The annual gathering of the American Society of Clinical Oncology (ASCO) is usually a showcase of the latest cancer treatment therapies and breakthroughs, but this year's conference in Chicago featured something new: A highly visible gripe session about the cost of drugs used to treat patients.
Leonard Saltz, M.D., chief of gastrointestinal oncology at Memorial Sloan Kettering Cancer Center, blasted the cost of cancer drugs during a speech to a large number of ASCO attendees, according to the Wall Street Journal.
"Cancer-drug prices are not related to the value of the drug," he told the audience during the ASCO plenary session, when speakers typically present research findings. "Prices are based on what has come before and what the seller believes the market will bear."
Drug prices have become an increasing burden on Americans, with 576,000 spending more than the nation's median household income on prescription medications last year, up 63 percent just from 2013. And some insured cancer patients can still wind up with bills of $100,000 or more due to the cost of their drugs.
Moreover, costs often cancel out advances in what oncology drugs can do. Saltz cited a new drug cocktail by Bristol-Myers that can stabilize metastatic melanoma patients for nearly a year on average, according to the Wall Street Journal.

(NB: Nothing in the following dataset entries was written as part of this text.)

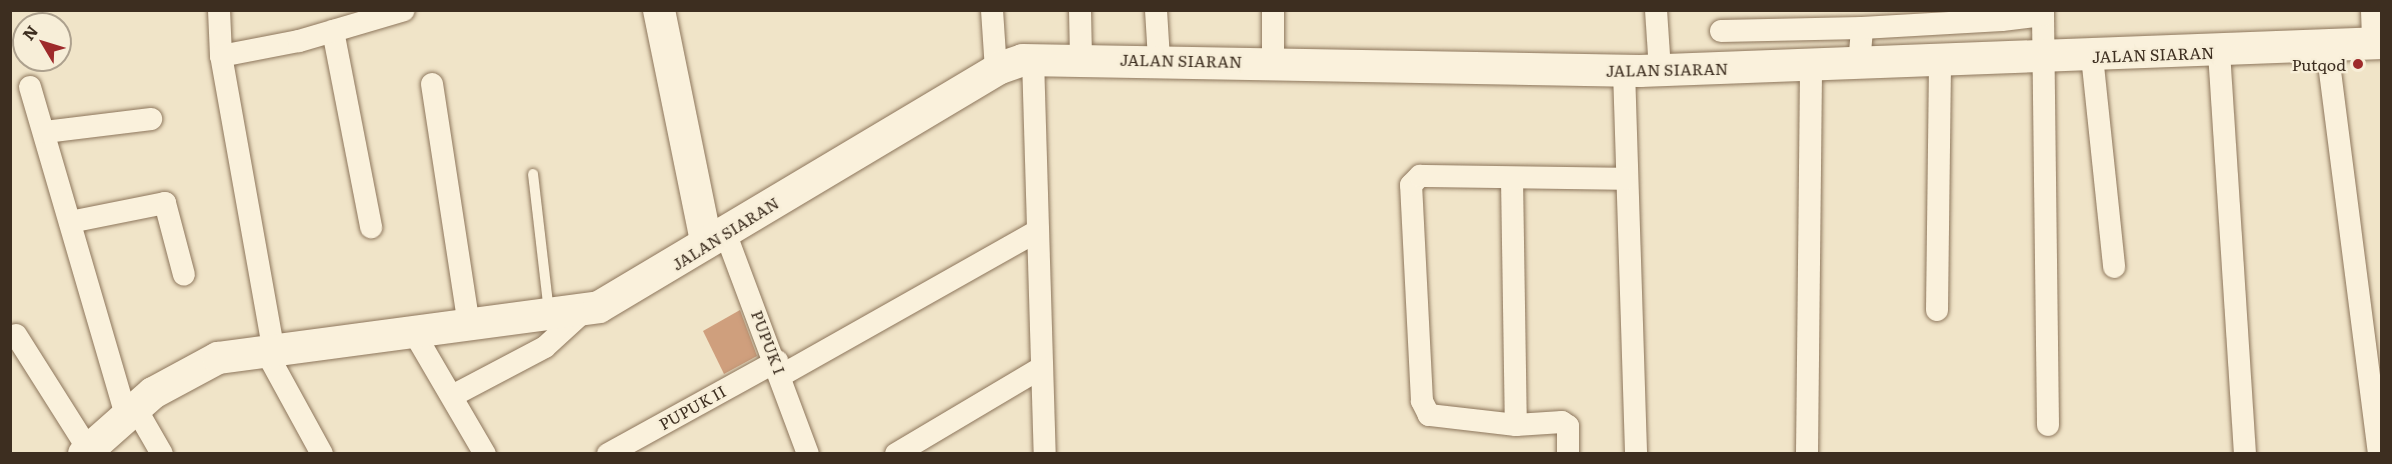 <!DOCTYPE html>
<style>
body{margin:0}
#map{position:relative;width:2392px;height:464px;overflow:hidden;background:#f0e4c8;font-family:Literata,serif}
div>[style]{position:absolute}
[style*='--x']{left:calc(var(--x)*1px);top:calc(var(--y)*1px);width:calc(var(--w)*1px);rotate:calc(var(--a)*1deg)}
.building>*{inset:0;background:#cf9f7d}
.roads{filter:drop-shadow(0 0 2px #8d765c) drop-shadow(0 0 2px #8d765c)}
.lane>*{height:10px;margin:-5px;padding:0 5px;transform-origin:5px;border-radius:5px;background:#faf1dc}
.street>*{height:22px;margin:-11px;padding:0 11px;transform-origin:11px;border-radius:11px;background:#faf1dc}
.secondary>*{height:32px;margin:-16px;padding:0 16px;transform-origin:16px;border-radius:16px;background:#faf1dc}
.dots>*{width:16px;height:16px;translate:-50% -50%;box-sizing:border-box;border:3px solid #f7eed8;border-radius:50%}
span{translate:-50% -50%;white-space:nowrap;text-align:center;line-height:1.15;-webkit-text-stroke:4.5px #f7eed8;paint-order:stroke}
.street-label{font-size:16px;color:#3d2e20}
.poi-label{font-size:16px;color:#3d2e20}
.right{translate:-100% -50%;text-align:right}
.frame{position:absolute;inset:0;border:12px solid #3d2e20;pointer-events:none}
.north{position:absolute;left:12px;top:12px;width:60px;height:60px;box-sizing:border-box;background:#f7eed8;border:2px solid #ada18e;border-radius:50%;rotate:308deg;font-size:16px;font-weight:700;line-height:24px;text-align:center;color:#3d2e20}
.north::after{content:'';display:block;margin:auto;width:21px;height:27px;background:#9e2a2b;clip-path:polygon(50% 0,100% 100%,50% 72%,0 100%)}
</style>
<div id="map">
<div class="building">
<div style="clip-path:polygon(740px 310px,757px 356px,724px 374px,703px 331px)"></div>
</div>
<div class="roads">
<div class="lane">
<div style="--x:533;--y:174;--w:139;--a:83.4"></div>
</div>
<div class="street">
<div style="--x:219;--y:10;--w:46;--a:87.5"></div>
<div style="--x:992;--y:10;--w:60;--a:86.2"></div>
<div style="--x:1080;--y:10;--w:48;--a:88.8"></div>
<div style="--x:1156;--y:10;--w:49;--a:86.5"></div>
<div style="--x:1273;--y:10;--w:52;--a:90"></div>
<div style="--x:1656;--y:10;--w:60;--a:86.2"></div>
<div style="--x:2372;--y:10;--w:33;--a:88"></div>
<div style="--x:2043;--y:15;--w:410;--a:89.3"></div>
<div style="--x:333;--y:31;--w:200;--a:79"></div>
<div style="--x:1721;--y:31;--w:141;--a:-1.2"></div>
<div style="--x:2327;--y:48;--w:409;--a:82.7"></div>
<div style="--x:2219;--y:52;--w:403;--a:86.3"></div>
<div style="--x:2092;--y:56;--w:212;--a:84"></div>
<div style="--x:1033;--y:59;--w:395;--a:88.3"></div>
<div style="--x:1859;--y:64;--w:36;--a:-85"></div>
<div style="--x:1862;--y:28;--w:140;--a:-3.3"></div>
<div style="--x:2002;--y:20;--w:41;--a:-7"></div>
<div style="--x:2043;--y:15;--w:5;--a:-90"></div>
<div style="--x:1624;--y:70;--w:384;--a:88.2"></div>
<div style="--x:432;--y:84;--w:245;--a:81.3"></div>
<div style="--x:30;--y:87;--w:342;--a:73.7"></div>
<div style="--x:45;--y:132;--w:107;--a:-7"></div>
<div style="--x:1512;--y:179;--w:246;--a:89.1"></div>
<div style="--x:70;--y:222;--w:97;--a:-11.3"></div>
<div style="--x:165;--y:203;--w:74;--a:75.2"></div>
<div style="--x:725;--y:232;--w:237;--a:69.5"></div>
<div style="--x:1937;--y:310;--w:249;--a:-89.3"></div>
<div style="--x:413;--y:331;--w:143;--a:59.7"></div>
<div style="--x:16;--y:335;--w:135;--a:57.7"></div>
<div style="--x:273;--y:347;--w:296;--a:-100.1"></div>
<div style="--x:221;--y:56;--w:79;--a:-10.9"></div>
<div style="--x:299;--y:41;--w:109;--a:-16.4"></div>
<div style="--x:264;--y:348;--w:121;--a:61.3"></div>
<div style="--x:782;--y:375;--w:294;--a:-29.4"></div>
<div style="--x:454;--y:395;--w:103;--a:-27.8"></div>
<div style="--x:545;--y:347;--w:52;--a:-42.6"></div>
<div style="--x:135;--y:407;--w:54;--a:60.1"></div>
<div style="--x:608;--y:454;--w:193;--a:-28.8"></div>
<div style="--x:896;--y:454;--w:169;--a:-30.7"></div>
<div style="--x:1568;--y:454;--w:28;--a:-90"></div>
<div style="--x:1568;--y:426;--w:7;--a:-146"></div>
<div style="--x:1562;--y:422;--w:46;--a:176.3"></div>
<div style="--x:1516;--y:425;--w:88;--a:-173.4"></div>
<div style="--x:1429;--y:415;--w:16;--a:-117"></div>
<div style="--x:1422;--y:401;--w:216;--a:-92.9"></div>
<div style="--x:1411;--y:185;--w:13;--a:-45"></div>
<div style="--x:1420;--y:176;--w:206;--a:0.8"></div>
<div style="--x:1807;--y:454;--w:388;--a:-89.4"></div>
</div>
<div class="secondary">
<div style="--x:659;--y:10;--w:237;--a:78.5"></div>
<div style="--x:84;--y:454;--w:92;--a:-41.5"></div>
<div style="--x:153;--y:393;--w:74;--a:-28.3"></div>
<div style="--x:218;--y:358;--w:384;--a:-7.6"></div>
<div style="--x:599;--y:307;--w:467;--a:-30.8"></div>
<div style="--x:1000;--y:68;--w:24;--a:-19"></div>
<div style="--x:1023;--y:60;--w:617;--a:1.02"></div>
<div style="--x:1640;--y:71;--w:743;--a:-2.16"></div>
</div>
</div>
<div class="dots">
<div style="left:2358px;top:64px;background:#9e2a2b"></div>
</div>
<div class="street-label">
<span style="left:2153px;top:54px;rotate:-2deg">JALAN SIARAN</span>
<span style="left:1181px;top:60px;rotate:1deg">JALAN SIARAN</span>
<span style="left:1667px;top:69px;rotate:-1deg">JALAN SIARAN</span>
<span style="left:725px;top:233px;rotate:-32deg">JALAN SIARAN</span>
<span style="left:769px;top:342px;rotate:69deg">PUPUK I</span>
<span style="left:692px;top:407px;rotate:-29deg">PUPUK II</span>
</div>
<div class="poi-label">
<span class="right" style="left:2346px;top:64px">Putqod</span>
</div>
<div class="frame"></div>
<div class="north">N</div>
</div>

But the cost is about $295,000 a year. Saltz said that if all cancer patients' drugs cost that much, it would cost $174 billion a year just for their medications.
Saltz also outlined a scenario where a patient receiving Merck & Co.'s Keytruda cancer drug could wind up costing nearly $1 million a year, PM Live reported.
However, the Pharmaceutical Research and Manufacturers of America told the Wall Street Journal in a statement that the use of generics and hard negotiations by commercial payers had kept price increases in check.